15. The semiconductor memory device of claim 14, wherein the first memory unit comprises:

a memory cell array comprising a first block configured to store the first system data and a second block configured to store the second system data;

an ECC detection block detecting whether the first system data or the second system data is defective in response to an ECC detection control signal generated by the CPU, said ECC detection block generating the fail detection signal; and

a controller transmitting the first system data to the second memory unit in response to the reset signal, said controller also transmitting the second system data to the second memory unit based on the fail detection signal generated by the ECC detection block.

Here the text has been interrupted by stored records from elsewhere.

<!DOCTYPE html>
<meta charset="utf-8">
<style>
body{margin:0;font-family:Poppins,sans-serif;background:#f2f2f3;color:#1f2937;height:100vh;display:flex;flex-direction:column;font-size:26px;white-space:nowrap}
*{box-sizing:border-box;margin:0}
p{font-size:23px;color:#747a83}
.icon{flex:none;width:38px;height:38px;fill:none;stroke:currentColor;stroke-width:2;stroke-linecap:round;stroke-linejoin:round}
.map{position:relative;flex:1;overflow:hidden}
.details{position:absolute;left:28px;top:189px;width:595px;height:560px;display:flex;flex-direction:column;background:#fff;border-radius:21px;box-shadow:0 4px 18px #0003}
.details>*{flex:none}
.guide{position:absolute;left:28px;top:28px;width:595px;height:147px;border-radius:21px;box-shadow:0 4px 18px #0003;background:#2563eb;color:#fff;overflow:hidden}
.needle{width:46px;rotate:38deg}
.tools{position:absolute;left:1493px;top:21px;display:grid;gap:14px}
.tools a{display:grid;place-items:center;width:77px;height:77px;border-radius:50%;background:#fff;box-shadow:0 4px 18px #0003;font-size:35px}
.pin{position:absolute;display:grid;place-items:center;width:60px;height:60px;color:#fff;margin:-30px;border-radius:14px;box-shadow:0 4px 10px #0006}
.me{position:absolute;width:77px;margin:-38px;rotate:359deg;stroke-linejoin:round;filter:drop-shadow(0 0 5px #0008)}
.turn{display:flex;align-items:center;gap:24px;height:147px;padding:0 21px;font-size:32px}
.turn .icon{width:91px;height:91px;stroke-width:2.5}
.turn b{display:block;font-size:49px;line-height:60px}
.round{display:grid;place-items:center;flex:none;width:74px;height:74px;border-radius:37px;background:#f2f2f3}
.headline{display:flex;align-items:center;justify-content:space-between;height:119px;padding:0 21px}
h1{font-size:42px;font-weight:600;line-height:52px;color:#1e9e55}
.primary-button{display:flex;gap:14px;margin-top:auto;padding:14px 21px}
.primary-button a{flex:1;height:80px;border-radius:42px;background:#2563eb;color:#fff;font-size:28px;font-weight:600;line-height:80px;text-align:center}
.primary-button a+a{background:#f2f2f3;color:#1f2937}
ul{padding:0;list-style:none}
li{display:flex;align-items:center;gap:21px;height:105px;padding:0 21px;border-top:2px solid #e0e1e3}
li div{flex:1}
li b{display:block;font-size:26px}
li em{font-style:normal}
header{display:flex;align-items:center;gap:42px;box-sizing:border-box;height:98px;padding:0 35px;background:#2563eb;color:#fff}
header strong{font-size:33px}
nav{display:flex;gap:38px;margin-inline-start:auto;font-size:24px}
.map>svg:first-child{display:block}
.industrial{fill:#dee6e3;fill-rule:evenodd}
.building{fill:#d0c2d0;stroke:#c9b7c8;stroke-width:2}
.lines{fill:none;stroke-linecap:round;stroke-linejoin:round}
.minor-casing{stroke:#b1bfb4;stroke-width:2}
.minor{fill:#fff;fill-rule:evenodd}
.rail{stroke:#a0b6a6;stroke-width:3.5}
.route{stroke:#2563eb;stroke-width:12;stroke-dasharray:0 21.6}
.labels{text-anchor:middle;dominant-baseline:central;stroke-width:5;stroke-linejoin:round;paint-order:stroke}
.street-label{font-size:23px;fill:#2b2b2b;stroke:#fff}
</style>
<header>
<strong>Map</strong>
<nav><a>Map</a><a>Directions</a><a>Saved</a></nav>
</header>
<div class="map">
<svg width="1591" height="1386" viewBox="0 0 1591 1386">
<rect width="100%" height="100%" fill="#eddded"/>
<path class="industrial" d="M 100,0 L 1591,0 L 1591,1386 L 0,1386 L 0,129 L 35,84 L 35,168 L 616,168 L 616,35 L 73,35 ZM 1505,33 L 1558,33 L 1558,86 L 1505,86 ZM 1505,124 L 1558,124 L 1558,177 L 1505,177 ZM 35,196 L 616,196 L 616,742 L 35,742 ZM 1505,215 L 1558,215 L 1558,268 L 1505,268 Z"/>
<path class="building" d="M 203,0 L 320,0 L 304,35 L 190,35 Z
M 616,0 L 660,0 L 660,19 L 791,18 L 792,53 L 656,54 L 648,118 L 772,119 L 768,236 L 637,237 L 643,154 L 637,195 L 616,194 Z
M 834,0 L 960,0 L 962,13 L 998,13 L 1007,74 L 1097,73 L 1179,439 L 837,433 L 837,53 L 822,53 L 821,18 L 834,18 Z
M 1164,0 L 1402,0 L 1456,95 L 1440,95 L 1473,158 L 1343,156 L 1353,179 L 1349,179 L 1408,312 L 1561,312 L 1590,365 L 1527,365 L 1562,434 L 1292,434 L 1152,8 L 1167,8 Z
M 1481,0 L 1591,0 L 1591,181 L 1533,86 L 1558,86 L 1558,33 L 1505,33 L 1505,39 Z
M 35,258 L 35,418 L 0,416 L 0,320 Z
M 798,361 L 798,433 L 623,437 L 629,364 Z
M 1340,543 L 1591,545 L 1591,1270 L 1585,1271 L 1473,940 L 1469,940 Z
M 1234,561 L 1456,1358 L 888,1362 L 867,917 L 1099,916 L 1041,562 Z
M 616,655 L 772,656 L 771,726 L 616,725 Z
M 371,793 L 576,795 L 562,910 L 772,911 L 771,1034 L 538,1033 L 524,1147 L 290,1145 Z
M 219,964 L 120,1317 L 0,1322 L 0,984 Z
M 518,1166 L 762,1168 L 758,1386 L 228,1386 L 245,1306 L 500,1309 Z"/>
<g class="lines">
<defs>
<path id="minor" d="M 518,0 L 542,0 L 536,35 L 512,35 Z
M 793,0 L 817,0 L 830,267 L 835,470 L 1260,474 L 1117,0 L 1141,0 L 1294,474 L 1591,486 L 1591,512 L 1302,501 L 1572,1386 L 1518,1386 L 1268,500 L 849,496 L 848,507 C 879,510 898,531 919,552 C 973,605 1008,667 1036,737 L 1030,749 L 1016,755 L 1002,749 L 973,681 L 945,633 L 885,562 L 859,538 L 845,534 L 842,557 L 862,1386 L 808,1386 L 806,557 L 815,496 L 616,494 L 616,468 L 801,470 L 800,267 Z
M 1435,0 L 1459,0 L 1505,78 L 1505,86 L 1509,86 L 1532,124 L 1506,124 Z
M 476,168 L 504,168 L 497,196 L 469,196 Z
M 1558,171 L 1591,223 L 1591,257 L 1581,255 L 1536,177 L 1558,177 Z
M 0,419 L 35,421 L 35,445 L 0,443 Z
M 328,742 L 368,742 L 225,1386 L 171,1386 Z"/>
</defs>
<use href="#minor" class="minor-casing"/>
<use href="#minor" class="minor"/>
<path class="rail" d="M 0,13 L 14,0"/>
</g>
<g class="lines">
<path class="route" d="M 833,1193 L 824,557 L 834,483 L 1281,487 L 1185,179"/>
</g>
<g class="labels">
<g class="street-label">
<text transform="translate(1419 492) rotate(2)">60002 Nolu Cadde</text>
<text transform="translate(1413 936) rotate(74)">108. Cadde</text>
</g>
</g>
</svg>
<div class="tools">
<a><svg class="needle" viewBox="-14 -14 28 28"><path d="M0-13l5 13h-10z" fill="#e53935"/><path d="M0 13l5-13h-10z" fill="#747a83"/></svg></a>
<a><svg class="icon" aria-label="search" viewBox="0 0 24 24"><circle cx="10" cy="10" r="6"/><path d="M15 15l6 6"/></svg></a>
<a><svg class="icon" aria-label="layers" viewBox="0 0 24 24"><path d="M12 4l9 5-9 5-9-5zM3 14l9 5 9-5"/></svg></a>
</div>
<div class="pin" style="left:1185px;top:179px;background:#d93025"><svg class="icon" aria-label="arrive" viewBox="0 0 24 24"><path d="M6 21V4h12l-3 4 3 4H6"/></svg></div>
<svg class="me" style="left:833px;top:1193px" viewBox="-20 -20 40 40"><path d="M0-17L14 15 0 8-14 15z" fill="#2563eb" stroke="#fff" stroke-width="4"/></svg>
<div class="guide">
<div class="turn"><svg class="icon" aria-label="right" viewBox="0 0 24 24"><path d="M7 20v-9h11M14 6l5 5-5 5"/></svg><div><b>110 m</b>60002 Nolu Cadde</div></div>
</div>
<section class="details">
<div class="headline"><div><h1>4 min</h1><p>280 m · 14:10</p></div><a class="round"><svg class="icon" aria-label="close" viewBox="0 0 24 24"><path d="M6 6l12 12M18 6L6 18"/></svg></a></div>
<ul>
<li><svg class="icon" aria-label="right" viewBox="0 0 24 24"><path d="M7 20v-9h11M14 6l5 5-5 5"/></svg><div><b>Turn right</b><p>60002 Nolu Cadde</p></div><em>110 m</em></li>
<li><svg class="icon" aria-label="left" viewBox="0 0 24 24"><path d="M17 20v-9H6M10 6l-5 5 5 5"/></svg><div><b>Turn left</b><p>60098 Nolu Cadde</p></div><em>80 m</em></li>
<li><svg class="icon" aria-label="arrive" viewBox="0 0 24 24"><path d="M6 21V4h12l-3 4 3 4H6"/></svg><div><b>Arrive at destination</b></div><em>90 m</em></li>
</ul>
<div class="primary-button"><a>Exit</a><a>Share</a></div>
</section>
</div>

16. The semiconductor memory device of claim 15 wherein the controller comprises:

a memory unit storing an address associate with the first block or an address associated with the second block; and

a control unit communicating with said memory unit, said control unit transmitting the first system data indicated by the address of the first block to the second memory unit in response to the reset signal and transmitting the second system data indicated by the address of the second block to the second memory unit based on the fail detection signal from said ECC detection block.

17. The semiconductor memory device of claim 14, wherein the first system data and the second system data correspond to booting data of the semiconductor memory device or data stored in an OTP block.

18. The semiconductor memory device of claim 14, wherein the first system data and the second system data correspond to data stored in an OTP block.